■ **Work required**
Copy every line from the material below that holds "shadow".

■ **Available records**
———

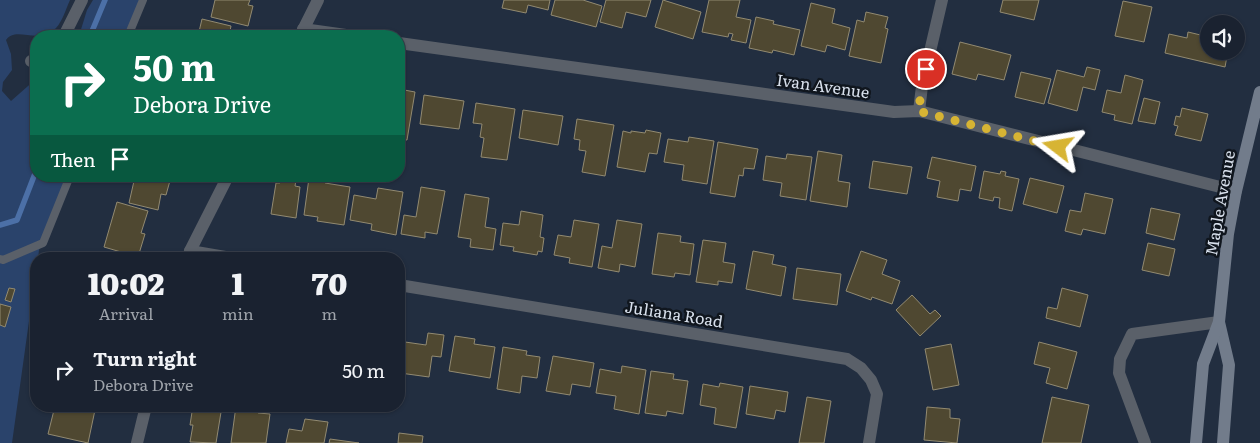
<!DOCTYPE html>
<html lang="en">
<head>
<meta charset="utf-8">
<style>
  body { margin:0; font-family:Literata,serif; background:#272f3c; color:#f1f3f6; height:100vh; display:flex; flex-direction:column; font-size:19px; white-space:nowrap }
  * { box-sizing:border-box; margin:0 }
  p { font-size:16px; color:#9fa4ab }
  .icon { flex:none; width:28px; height:28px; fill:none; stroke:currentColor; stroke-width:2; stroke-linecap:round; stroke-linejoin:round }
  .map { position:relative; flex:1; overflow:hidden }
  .drawer { position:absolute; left:30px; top:252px; width:375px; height:160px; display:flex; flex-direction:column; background:#1a2230; border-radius:20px; box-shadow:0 1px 4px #0004,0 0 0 1px #383f4c }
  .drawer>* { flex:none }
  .hud { position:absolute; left:30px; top:30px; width:375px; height:152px; border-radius:20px; box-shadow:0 1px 4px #0004,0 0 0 1px #383f4c; background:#0b6e4f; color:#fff; overflow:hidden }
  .controls { position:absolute; left:1200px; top:15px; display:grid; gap:10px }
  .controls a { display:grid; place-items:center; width:45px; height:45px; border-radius:50%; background:#1a2230; box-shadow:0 1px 4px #0004,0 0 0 1px #383f4c; font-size:25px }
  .pin { position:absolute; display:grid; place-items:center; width:42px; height:42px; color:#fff; margin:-21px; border:2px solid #fff; border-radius:50%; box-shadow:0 1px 5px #0007 }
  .me { position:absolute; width:55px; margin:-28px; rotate:284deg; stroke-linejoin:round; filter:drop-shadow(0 0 4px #0008) }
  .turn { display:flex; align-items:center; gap:18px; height:105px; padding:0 20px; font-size:22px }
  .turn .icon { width:65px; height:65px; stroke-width:2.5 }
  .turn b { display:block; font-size:35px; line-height:42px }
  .then { display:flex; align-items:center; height:48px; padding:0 20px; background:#0003; gap:10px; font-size:19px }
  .eta { display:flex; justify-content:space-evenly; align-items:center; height:85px; text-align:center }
  .eta b { font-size:30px; font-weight:800; line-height:35px }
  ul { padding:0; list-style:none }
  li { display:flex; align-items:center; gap:15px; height:65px; padding:0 20px }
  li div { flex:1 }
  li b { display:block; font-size:19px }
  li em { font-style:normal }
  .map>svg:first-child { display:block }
  .green { fill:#2a436b }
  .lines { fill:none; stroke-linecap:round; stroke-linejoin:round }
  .stream { stroke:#4c70a7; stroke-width:5.5 }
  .building { fill:#4f4831; stroke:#928a71 }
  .lane { stroke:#5a6069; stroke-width:8 }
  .street { stroke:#5a6069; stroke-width:12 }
  .secondary { stroke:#727c8b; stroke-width:12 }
  .route { stroke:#d7b434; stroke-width:9; stroke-dasharray:0 16.2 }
  .labels { text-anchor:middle; stroke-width:5; stroke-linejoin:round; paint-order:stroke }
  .street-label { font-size:16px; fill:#d8e0ec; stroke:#10161e }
</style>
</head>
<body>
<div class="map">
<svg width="1260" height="443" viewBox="0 0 1260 443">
  <rect width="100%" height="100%" fill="#222e40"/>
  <g class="green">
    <path d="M0,0H70C66,9 62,22 56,28C39,46 16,25 6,40L11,54L12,70L3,82L2,91L11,101L36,79V176H70L39,250L38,259H36V271L12,443H0Z"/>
    <path d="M93,0H144L129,36H79L87,10Z"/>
  </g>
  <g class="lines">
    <g class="stream">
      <path d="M90,36L105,0"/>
      <path d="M0,225L17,220L36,171"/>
    </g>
  </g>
  <g class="building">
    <path d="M215,0H250L248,5L253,6L248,26L211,17Z"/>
    <path d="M504,0H550L548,10L528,5L526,13L502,8Z"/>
    <path d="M555,0H583L602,6L596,27L551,15Z"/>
    <path d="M606,0H651L646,17L626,12L622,28L600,22Z"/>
    <path d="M663,0L701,12L693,39L655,27Z"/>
    <path d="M709,0H740L736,17L751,20L746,43L731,40L733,34L729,33L728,37L702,32Z"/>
    <path d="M1003,0H1039L1034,20L1000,12Z"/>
    <path d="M1123,1L1152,7L1144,42L1115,36Z"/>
    <path d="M811,3L835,9L832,23L850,28L845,50L827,45L825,52L801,46Z"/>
    <path d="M866,12L888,17L885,28L888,29L881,63L849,56L857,20L864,22Z"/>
    <path d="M756,17L774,21L773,24L800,30L794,55L773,50L772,53L749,48Z"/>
    <path d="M202,19L231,26L229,36H198Z"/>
    <path d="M1188,32L1209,37V51H1228L1225,67L1165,53L1169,34L1187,38Z"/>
    <path d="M960,42L1011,55L1004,80L978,74L976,80L952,74Z"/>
    <path d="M1087,67L1100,70L1095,90L1083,87L1077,111L1048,103L1057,70L1084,77Z"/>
    <path d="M1021,72L1051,79L1044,104L1015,97Z"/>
    <path d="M1125,75L1143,80L1132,124L1114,120L1115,115L1102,112L1107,90L1121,93Z"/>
    <path d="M399,89L415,92L407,140L399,139Z"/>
    <path d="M424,95L464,101L459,129L420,124Z"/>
    <path d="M1144,98L1160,102L1155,124L1138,121Z"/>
    <path d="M476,103L515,109L507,160L481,157L484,138L480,137L482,124L473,123Z"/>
    <path d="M1182,108L1208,114L1201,141L1175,135L1178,126L1174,125L1176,116L1180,117Z"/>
    <path d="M523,110L563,116L558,145L519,138Z"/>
    <path d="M577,119L614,125L605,176L582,172L586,151L579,150L580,140L574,139Z"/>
    <path d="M646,130L661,133L657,154L649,153L645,172L617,167L623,131L631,133V131L645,133Z"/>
    <path d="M689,137L714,141L707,184L682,180L684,165L664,162L668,139L688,142Z"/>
    <path d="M718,142L758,149L754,169L744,168L743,176L739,175L735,197L710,193Z"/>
    <path d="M818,151L842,155L838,181L850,183L847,207L810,201Z"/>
    <path d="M787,154L812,157L806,200L780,196L782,183L763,180L766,156L786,159Z"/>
    <path d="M932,157L976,166L971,191L960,189L958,201L937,197L940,181L927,178Z"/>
    <path d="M873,161L912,167L907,194L869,188Z"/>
    <path d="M984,171L1000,174L1001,171L1006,172L1005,176L1019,179L1012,211L999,208L1000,198L994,197L993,201L979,198Z"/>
    <path d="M128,176L171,177L166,195L161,194L158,210L129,203L134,181L128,180Z"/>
    <path d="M278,176H299L298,180H296L295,186L300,187L296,218L271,214L276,183H280V178Z"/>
    <path d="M309,178L326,180L325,183L350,187L344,225L317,221L318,217L304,215Z"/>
    <path d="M1030,178L1064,186L1057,213L1023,204Z"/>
    <path d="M421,187L445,191L437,234L425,232V238L401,234L404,215L416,217Z"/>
    <path d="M378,188L403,192L396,235L371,230L372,224L350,220L354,195L376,199Z"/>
    <path d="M1085,193L1113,199L1105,234L1083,229L1081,235L1065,231L1070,210L1081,212Z"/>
    <path d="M465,194L489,198L485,227L496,229L493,250L470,247L471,239L458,237Z"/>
    <path d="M117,202L148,211L141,233L145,234L138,257L104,247Z"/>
    <path d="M1151,208L1180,214L1174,240L1146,233Z"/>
    <path d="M521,211L543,215L540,237L544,238L542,252L538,251L537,255L513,251L514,247L500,245L503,223L519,225Z"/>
    <path d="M574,220L599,224L592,267L569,263L570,258L554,255L558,235L571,237Z"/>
    <path d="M617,220L642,224L635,267L620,264L619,272L598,268L602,246L612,248Z"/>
    <path d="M658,233L681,236L680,242L694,244L690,275L675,273L674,277L652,274Z"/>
    <path d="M703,240L726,243L723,262L735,264L732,283L718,281V285L696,282Z"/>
    <path d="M1148,243L1175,249L1169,276L1142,270Z"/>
    <path d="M753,251L774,255L772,264L786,267L781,296L746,289Z"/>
    <path d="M861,251L887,260L882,274L900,281L892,304L872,297L871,300L846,291Z"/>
    <path d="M797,268L841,274L837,305L793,299Z"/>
    <path d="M9,288L15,289L11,302L5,300Z"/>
    <path d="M1062,288L1088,295L1080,327L1046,318L1048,307L1057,309Z"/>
    <path d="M912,295L930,314L935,310L941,316L920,336L896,310Z"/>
    <path d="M0,304L11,307L5,327L0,325Z"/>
    <path d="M428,333L444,335L441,357L432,356L429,377L400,373L405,342L426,345Z"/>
    <path d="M455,336L475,339L474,344L495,347L490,378L449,371Z"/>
    <path d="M1039,342L1077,352L1067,389L1046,383L1050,368L1034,364Z"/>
    <path d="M951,344L959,385L933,390L925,349Z"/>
    <path d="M503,347L527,351L526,355L540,357L537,378L522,376L520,393L497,389Z"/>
    <path d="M553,356L594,363L590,387L572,384L570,395L546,391Z"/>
    <path d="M622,366L646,370L639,414L614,409L616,396L596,393L600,369L621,373Z"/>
    <path d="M651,371L674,374L673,379L688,381L683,414L667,411L666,416L645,413Z"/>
    <path d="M720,383L743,387L736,428L714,424L716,408L700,405L703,384L719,387Z"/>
    <path d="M750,386L788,392L785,412L776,410L774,419L746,414Z"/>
    <path d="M807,397L831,401L824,443H799Z"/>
    <path d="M1052,397L1089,405L1081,443H1042Z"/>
    <path d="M55,406H78L95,410L88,443L48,434Z"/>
    <path d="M197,406H222L216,443L190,442L193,425H190L192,412H196Z"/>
    <path d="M236,406L259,409L258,413L270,414L266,443H231Z"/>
    <path d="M927,407L950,409V418L960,419L957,443L924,440Z"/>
    <path d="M305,419L328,422L324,443H286L289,429L302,431Z"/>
    <path d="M399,433L423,436L422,443H398Z"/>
    <path d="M330,439L359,443H329Z"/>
  </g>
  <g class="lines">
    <g class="lane">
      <path d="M128,36L143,0"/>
      <path d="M0,259L3,260L43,243L70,176"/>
    </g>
    <g class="street">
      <path d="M303,29L353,36"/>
      <path d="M64,36L82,0"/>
      <path d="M300,36L318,0"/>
      <path d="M399,43L894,112L919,111L1236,191"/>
      <path d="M31,61L36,59"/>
      <path d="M919,111L922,86L942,0"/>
      <path d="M190,251L237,259"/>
      <path d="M188,259L190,251L228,176"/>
      <path d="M399,285L847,359L861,368L871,380L877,394L869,443"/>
      <path d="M137,443L146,406"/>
      <path d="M1145,443L1119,373L1120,359L1132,334L1219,322"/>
    </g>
    <g class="secondary">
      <path d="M1219,322L1229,365L1223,443"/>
      <path d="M1196,443L1203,364L1219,322L1228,234L1236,191L1260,92"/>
    </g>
  </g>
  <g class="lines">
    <path class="route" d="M926,69L918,111L1058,147"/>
  </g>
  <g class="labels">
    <g class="street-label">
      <text transform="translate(823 86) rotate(8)" y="6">Ivan Avenue</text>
      <text transform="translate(1220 203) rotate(-80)" y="6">Maple Avenue</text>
      <text transform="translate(674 314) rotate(9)" y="6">Juliana Road</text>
    </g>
  </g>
</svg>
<div class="controls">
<a><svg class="icon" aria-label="sound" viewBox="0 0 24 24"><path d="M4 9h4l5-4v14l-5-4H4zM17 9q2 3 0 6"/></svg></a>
</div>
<div class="pin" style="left:926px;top:69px;background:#d93025"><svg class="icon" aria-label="arrive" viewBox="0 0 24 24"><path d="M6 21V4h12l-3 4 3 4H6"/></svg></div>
<svg class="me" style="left:1058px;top:147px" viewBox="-20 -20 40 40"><path d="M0-17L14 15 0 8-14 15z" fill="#d7b434" stroke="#fff" stroke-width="4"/></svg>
<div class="hud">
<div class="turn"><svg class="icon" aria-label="right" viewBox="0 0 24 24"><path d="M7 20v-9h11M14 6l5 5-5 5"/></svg><div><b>50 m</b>Debora Drive</div></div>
<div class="then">Then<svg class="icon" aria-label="arrive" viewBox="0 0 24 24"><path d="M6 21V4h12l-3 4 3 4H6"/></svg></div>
</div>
<section class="drawer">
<div class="eta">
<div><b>10:02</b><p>Arrival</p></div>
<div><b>1</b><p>min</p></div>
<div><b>70</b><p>m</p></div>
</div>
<ul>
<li><svg class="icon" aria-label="right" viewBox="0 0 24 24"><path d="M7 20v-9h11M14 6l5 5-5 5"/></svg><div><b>Turn right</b><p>Debora Drive</p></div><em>50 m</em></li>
</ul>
</section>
</div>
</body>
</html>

———

■ **Response to this exercise**
  .drawer { position:absolute; left:30px; top:252px; width:375px; height:160px; display:flex; flex-direction:column; background:#1a2230; border-radius:20px; box-shadow:0 1px 4px #0004,0 0 0 1px #383f4c }
  .hud { position:absolute; left:30px; top:30px; width:375px; height:152px; border-radius:20px; box-shadow:0 1px 4px #0004,0 0 0 1px #383f4c; background:#0b6e4f; color:#fff; overflow:hidden }
  .controls a { display:grid; place-items:center; width:45px; height:45px; border-radius:50%; background:#1a2230; box-shadow:0 1px 4px #0004,0 0 0 1px #383f4c; font-size:25px }
  .pin { position:absolute; display:grid; place-items:center; width:42px; height:42px; color:#fff; margin:-21px; border:2px solid #fff; border-radius:50%; box-shadow:0 1px 5px #0007 }
  .me { position:absolute; width:55px; margin:-28px; rotate:284deg; stroke-linejoin:round; filter:drop-shadow(0 0 4px #0008) }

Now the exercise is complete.